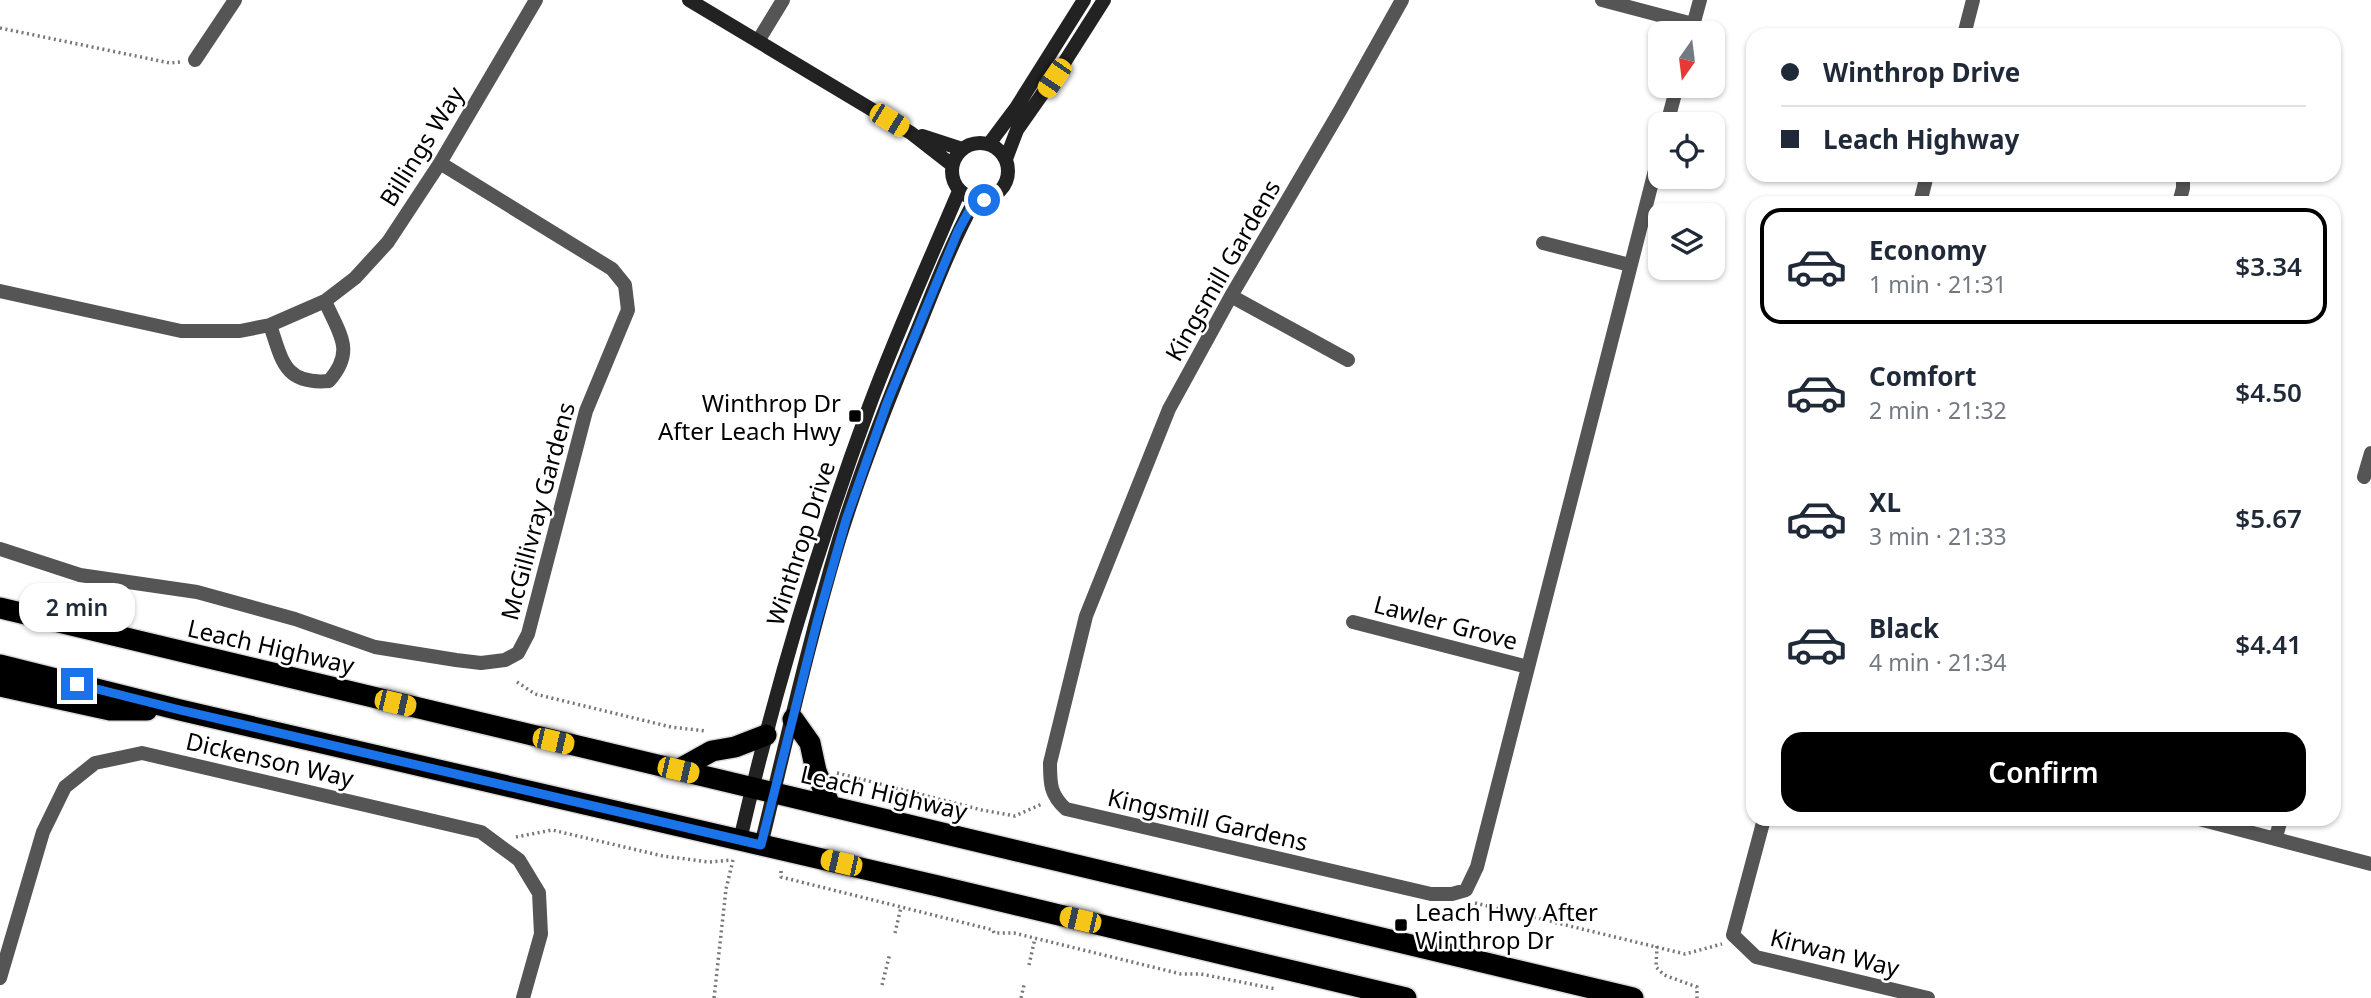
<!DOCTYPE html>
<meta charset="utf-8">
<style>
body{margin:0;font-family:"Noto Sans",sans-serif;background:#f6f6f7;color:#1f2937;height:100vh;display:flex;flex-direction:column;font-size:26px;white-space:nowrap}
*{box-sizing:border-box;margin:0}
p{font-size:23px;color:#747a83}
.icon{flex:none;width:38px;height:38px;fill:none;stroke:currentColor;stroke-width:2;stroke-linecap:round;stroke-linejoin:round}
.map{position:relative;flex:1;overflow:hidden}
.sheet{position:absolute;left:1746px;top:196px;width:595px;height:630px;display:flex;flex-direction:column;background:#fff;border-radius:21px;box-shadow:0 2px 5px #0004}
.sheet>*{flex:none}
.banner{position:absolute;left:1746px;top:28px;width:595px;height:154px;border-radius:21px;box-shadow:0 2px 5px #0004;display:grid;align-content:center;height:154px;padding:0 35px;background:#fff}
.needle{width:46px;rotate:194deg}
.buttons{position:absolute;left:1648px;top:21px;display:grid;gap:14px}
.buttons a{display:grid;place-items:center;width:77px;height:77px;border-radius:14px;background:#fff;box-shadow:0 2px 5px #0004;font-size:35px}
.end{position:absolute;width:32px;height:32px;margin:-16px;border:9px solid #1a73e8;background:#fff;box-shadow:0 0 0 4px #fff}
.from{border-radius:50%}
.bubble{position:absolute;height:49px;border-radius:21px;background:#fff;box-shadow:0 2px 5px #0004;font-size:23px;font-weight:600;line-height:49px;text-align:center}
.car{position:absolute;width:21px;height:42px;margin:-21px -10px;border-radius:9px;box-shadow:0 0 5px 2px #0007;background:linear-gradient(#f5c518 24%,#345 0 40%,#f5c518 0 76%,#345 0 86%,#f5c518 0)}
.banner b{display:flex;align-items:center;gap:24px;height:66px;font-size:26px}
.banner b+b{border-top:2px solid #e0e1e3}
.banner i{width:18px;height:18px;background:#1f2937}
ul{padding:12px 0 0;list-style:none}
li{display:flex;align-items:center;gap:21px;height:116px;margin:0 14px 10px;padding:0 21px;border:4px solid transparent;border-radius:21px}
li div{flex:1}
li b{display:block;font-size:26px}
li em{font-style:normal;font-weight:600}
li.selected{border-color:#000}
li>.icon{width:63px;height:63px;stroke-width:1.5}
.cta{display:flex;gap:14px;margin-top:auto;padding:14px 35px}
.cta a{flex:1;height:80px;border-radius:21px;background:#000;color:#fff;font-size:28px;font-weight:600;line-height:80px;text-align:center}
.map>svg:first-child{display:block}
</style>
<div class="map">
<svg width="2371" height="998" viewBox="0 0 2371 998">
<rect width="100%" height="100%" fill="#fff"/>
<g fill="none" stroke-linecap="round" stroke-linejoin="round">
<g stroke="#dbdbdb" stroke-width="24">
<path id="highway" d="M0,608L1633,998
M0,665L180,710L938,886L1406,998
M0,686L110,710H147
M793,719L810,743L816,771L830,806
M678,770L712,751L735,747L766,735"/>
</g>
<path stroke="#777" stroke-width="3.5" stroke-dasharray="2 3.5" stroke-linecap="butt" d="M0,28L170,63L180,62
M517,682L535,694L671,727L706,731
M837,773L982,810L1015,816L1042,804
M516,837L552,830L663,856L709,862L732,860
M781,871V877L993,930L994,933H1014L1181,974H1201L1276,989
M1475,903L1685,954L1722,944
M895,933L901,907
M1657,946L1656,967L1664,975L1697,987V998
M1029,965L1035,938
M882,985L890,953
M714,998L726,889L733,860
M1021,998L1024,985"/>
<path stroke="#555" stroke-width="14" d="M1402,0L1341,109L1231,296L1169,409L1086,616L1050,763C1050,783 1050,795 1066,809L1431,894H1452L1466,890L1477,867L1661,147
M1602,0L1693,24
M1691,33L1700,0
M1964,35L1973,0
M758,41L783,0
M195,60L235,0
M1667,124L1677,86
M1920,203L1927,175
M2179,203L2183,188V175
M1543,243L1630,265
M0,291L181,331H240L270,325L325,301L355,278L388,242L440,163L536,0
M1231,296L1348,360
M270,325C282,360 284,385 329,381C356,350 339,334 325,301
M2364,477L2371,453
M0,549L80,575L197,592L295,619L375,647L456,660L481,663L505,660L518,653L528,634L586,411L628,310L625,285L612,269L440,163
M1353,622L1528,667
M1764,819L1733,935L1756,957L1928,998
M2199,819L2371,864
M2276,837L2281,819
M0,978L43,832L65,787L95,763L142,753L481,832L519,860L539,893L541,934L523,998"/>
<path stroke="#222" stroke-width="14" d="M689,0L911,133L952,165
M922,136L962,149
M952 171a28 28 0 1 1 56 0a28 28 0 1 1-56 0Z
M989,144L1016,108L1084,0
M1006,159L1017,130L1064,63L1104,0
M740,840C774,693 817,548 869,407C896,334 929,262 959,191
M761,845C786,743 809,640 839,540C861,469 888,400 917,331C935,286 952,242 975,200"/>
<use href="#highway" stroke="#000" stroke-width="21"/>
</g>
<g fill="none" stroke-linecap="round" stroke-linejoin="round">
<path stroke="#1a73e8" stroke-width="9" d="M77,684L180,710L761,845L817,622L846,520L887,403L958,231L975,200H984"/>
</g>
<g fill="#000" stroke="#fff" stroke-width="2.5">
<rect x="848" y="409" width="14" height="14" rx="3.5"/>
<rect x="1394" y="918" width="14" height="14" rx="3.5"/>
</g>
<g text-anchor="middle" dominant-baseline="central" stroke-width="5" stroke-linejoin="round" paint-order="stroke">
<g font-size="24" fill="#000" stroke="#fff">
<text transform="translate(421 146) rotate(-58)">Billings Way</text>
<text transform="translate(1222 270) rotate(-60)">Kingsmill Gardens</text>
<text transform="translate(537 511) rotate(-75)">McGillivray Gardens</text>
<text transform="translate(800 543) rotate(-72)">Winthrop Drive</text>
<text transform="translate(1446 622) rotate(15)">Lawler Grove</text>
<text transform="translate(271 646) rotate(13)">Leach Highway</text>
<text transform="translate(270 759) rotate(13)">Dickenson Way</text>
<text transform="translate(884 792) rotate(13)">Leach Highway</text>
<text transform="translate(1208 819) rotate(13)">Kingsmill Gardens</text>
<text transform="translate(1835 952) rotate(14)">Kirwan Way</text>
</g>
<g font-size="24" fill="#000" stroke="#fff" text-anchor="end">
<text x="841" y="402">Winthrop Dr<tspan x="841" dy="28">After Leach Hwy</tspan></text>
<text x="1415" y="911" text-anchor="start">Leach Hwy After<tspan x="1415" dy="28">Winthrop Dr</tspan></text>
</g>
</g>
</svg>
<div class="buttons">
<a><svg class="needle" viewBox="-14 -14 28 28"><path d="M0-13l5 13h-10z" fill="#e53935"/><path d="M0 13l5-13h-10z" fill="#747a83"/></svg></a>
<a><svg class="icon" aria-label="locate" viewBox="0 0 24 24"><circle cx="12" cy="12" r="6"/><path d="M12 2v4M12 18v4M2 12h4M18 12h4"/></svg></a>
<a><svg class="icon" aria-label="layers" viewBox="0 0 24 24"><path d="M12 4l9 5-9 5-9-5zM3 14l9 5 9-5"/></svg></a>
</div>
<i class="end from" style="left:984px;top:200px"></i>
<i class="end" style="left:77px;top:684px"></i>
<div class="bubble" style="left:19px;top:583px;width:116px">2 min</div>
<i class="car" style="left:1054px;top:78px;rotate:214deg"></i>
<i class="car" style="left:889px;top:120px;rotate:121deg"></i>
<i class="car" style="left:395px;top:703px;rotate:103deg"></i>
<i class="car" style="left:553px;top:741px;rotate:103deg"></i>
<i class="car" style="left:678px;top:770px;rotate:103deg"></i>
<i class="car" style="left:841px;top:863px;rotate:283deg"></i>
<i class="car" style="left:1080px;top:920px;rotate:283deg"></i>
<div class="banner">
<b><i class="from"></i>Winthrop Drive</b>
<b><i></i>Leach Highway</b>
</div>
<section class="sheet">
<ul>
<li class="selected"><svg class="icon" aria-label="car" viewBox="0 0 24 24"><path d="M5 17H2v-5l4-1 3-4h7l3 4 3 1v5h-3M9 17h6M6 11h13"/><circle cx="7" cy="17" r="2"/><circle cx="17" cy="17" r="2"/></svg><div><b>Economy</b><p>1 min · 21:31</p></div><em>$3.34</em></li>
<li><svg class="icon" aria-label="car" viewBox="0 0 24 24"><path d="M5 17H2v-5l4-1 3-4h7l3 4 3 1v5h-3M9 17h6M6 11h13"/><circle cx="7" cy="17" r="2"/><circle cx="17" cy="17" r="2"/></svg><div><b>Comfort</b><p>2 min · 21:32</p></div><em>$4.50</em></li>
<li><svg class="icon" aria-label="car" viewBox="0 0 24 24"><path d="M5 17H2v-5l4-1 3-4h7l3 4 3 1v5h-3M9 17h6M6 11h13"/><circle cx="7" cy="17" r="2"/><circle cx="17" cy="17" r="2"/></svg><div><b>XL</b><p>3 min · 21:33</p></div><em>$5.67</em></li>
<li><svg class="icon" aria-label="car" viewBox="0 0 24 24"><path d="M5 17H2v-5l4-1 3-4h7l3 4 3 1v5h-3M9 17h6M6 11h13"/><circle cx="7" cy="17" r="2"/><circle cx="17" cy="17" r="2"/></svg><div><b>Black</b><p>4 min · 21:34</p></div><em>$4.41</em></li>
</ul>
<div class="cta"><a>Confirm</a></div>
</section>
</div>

----

*Exercise brief*:
Extract every line above containing the word "weight".

*Written answer*:
.bubble{position:absolute;height:49px;border-radius:21px;background:#fff;box-shadow:0 2px 5px #0004;font-size:23px;font-weight:600;line-height:49px;text-align:center}
li em{font-style:normal;font-weight:600}
.cta a{flex:1;height:80px;border-radius:21px;background:#000;color:#fff;font-size:28px;font-weight:600;line-height:80px;text-align:center}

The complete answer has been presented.